I am looking for a program that can, given an audio file containing the recording of someone's speech, split the audio file whenever the speaker pauses for some duration (ideally configurable).

I would prefer if the program could:

  • batch process many audio files.
  • split the audio file at the end of each sentence (instead of splitting whenever the speaker pauses for X seconds).

Any license, price, and operating system is fine.

  • 1
    For the long wait: the use case described is pretty close to digitizing music records, where the software needs to find the "gaps" to split the tracks. Perhaps such a software can be tricked to do the job for that "audio book on record"? GramoFile was such a software, but I'm not sure if it's still maintained.
    – Izzy
    Dec 9, 2017 at 8:36
  • As is Steve's! If you thought mine "adventorous", his did really surprise me – absolutely reasonable, but who had thought of that! :)
    – Izzy
    Dec 9, 2017 at 8:40
  • 1
    @Izzy yes. Another idea I'll explore soon: github.com/jiaaro/pydub Dec 9, 2017 at 8:42
  • Doesn't mention detection methods on its main page – but sounds very interesting indeed!
    – Izzy
    Dec 9, 2017 at 8:45
  • @Izzy maybe this method: github.com/jiaaro/pydub/blob/… Dec 9, 2017 at 9:12

1 Answer 1


I would suggest using MoviePy and a variation of this 30 lines of code which does the reverse for video files, (detecting high levels of sound to extract and splice video files to get the highlights of football/soccer matches).
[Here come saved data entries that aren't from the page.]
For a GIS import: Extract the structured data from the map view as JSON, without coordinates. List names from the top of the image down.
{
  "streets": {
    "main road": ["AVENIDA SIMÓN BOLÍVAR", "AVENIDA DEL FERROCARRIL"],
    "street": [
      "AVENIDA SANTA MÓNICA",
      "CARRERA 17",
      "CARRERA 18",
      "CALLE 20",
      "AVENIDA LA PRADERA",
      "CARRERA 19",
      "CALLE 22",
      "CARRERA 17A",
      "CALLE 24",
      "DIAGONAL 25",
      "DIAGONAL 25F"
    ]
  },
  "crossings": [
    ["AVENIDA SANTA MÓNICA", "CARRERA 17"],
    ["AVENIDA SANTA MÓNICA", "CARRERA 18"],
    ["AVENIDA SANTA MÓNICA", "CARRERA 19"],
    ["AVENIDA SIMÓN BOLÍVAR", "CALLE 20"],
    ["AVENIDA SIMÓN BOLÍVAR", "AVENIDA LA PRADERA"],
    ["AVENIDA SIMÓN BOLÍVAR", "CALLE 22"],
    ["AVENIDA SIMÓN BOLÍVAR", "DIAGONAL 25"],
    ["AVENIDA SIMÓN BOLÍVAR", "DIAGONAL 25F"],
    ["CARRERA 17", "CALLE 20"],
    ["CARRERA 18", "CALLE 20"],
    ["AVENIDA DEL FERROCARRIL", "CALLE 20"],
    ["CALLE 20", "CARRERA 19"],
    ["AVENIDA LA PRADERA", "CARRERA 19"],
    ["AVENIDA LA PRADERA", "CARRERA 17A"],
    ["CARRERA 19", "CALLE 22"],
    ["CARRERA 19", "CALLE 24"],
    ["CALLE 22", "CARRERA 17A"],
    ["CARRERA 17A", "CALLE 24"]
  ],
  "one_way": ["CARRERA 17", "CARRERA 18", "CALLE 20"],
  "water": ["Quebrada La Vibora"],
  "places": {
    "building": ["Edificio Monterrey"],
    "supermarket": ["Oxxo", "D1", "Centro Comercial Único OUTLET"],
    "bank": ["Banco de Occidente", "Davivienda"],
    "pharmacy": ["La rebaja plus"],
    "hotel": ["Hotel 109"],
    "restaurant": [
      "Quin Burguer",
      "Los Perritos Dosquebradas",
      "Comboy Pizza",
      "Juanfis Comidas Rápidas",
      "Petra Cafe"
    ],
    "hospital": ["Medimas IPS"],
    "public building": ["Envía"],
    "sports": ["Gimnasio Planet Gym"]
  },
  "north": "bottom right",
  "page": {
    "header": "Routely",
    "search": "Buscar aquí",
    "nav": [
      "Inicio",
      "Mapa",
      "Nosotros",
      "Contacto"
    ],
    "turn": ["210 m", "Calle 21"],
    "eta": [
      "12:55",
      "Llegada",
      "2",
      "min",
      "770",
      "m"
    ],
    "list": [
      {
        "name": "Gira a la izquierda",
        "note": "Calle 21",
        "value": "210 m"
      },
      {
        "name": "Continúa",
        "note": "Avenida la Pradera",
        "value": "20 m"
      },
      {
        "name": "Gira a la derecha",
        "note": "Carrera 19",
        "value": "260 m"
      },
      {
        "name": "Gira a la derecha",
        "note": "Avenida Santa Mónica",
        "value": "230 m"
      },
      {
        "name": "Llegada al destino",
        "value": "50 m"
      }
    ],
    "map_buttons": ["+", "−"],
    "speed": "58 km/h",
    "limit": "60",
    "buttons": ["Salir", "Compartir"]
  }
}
The changes necessary would be to:

  • use AudioFileClip rather than VideoFileClip.
  • Look for pauses, (lows), rather than peaks in the sound levels.
  • Split from the end of the pause to the start of the next rather than from just before the start to just after the end of the high.
  • Save each split to a different filename rather than concatenating.
  • Add a threshold for the lengths of the pauses.

This solution uses:

  1. Python Needs to be installed first
  2. MoviePy - Installed with pip install MoviePy this also installs the following python libraries, if missing:
    1. Numpy - Windows users may need to manually download and installed from here.
    2. decorator
    3. imageio
    4. Pillow
    5. olefile (Windows only requirement for Pillow)
    6. tqdm
  3. FFMPEG - Automatically installed by MoviePy on first run if not found.

All of the items mentioned above are:

  • Free, Gratis & Open Source
  • Cross Platform (with the exception of olefile which is not required on non-Windows machines)
  • Permissively licenced.
  • Compact (the downloads for the above, in order & on my machine, are 30 MB, 18 MB (including dependencies) & 48 MB)

To actually detect sentence ending rather than pauses would require a much more complex approach involving speech to text conversion, natural language parsing, etc. but if you were using video with subtitles as an input you could simply detect the full stops in the subtitle file to get the timestamps and extract the audio between those timestamps.